Copy out each line of the entries where the word "boxes" is present.

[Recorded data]
──────────

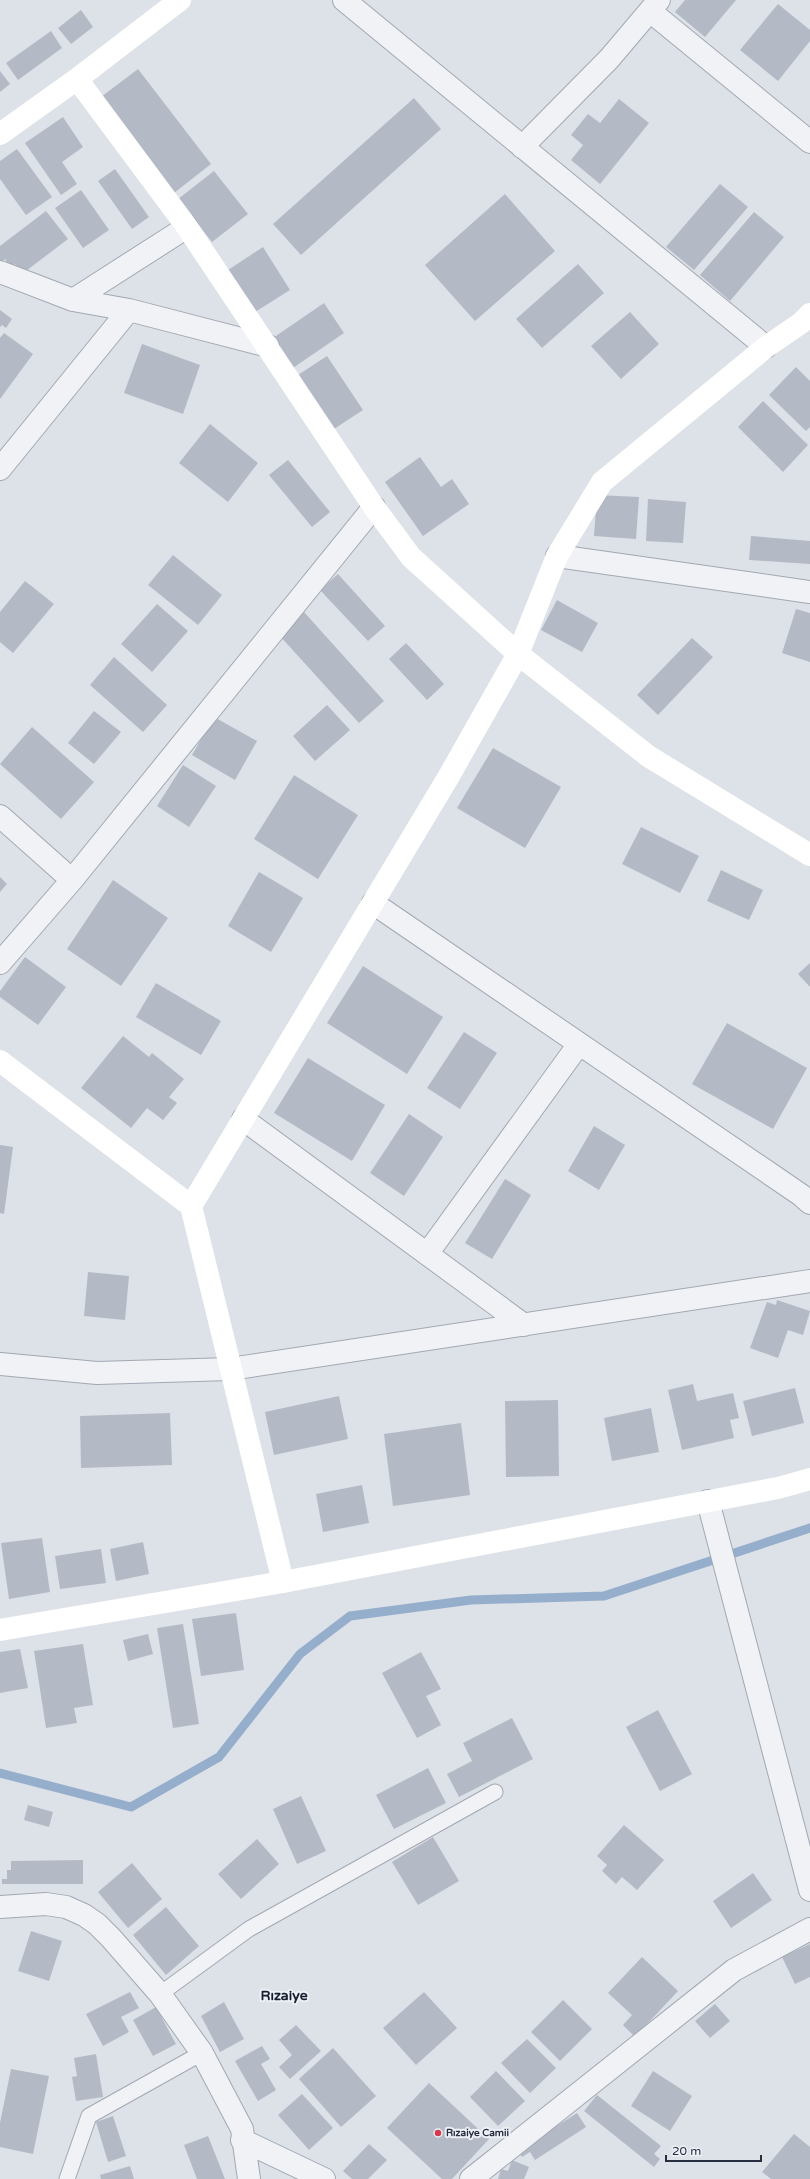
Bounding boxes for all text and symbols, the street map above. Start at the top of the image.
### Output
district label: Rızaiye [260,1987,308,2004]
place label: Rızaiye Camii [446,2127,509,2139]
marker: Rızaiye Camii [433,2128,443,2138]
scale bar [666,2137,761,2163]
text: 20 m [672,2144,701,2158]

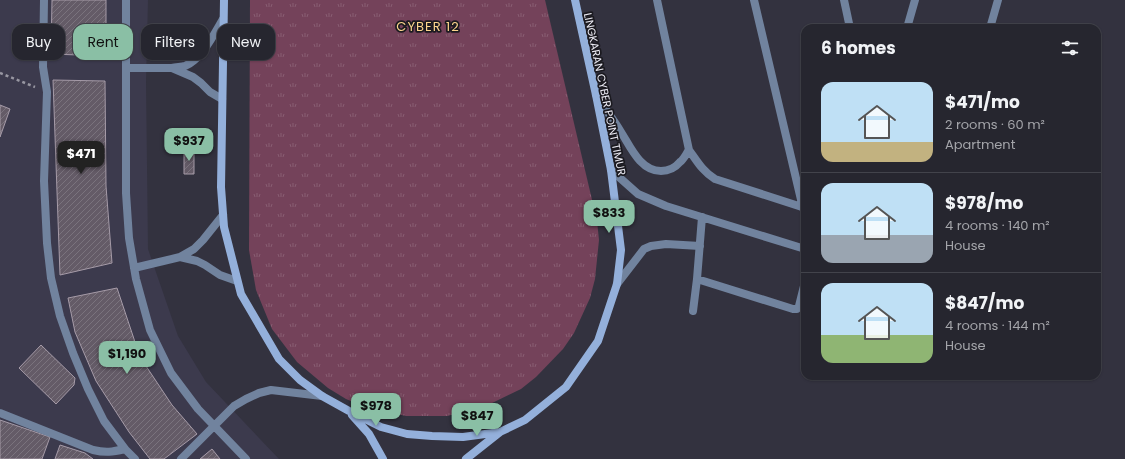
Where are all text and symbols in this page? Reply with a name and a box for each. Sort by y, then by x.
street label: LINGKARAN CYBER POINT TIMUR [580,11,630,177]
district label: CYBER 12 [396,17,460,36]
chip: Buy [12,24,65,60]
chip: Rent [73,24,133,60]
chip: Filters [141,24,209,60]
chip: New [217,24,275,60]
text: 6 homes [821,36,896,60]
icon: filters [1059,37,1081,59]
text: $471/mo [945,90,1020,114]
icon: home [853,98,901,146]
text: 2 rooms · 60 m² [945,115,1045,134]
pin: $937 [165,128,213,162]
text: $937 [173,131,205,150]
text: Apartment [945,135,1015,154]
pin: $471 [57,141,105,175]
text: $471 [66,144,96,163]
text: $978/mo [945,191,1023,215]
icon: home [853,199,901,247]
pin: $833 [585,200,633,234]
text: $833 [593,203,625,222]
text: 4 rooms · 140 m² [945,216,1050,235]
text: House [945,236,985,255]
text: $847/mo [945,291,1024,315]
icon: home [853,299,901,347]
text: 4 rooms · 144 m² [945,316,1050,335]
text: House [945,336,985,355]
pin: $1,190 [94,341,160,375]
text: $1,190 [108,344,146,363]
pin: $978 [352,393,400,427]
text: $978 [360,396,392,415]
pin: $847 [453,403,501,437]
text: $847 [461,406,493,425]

──────────

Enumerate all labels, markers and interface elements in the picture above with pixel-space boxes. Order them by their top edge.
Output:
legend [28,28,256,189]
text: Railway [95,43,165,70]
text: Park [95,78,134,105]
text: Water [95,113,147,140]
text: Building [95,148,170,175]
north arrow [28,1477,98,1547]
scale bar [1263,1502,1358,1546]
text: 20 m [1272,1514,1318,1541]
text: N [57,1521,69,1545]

──────────

• [ANSWER AREA]
Bounding boxes for all text and symbols, the street map above. Start at the top of the image.
Enumerate all labels, markers and interface elements in the picture above with pixel-space boxes. Order them by their top edge.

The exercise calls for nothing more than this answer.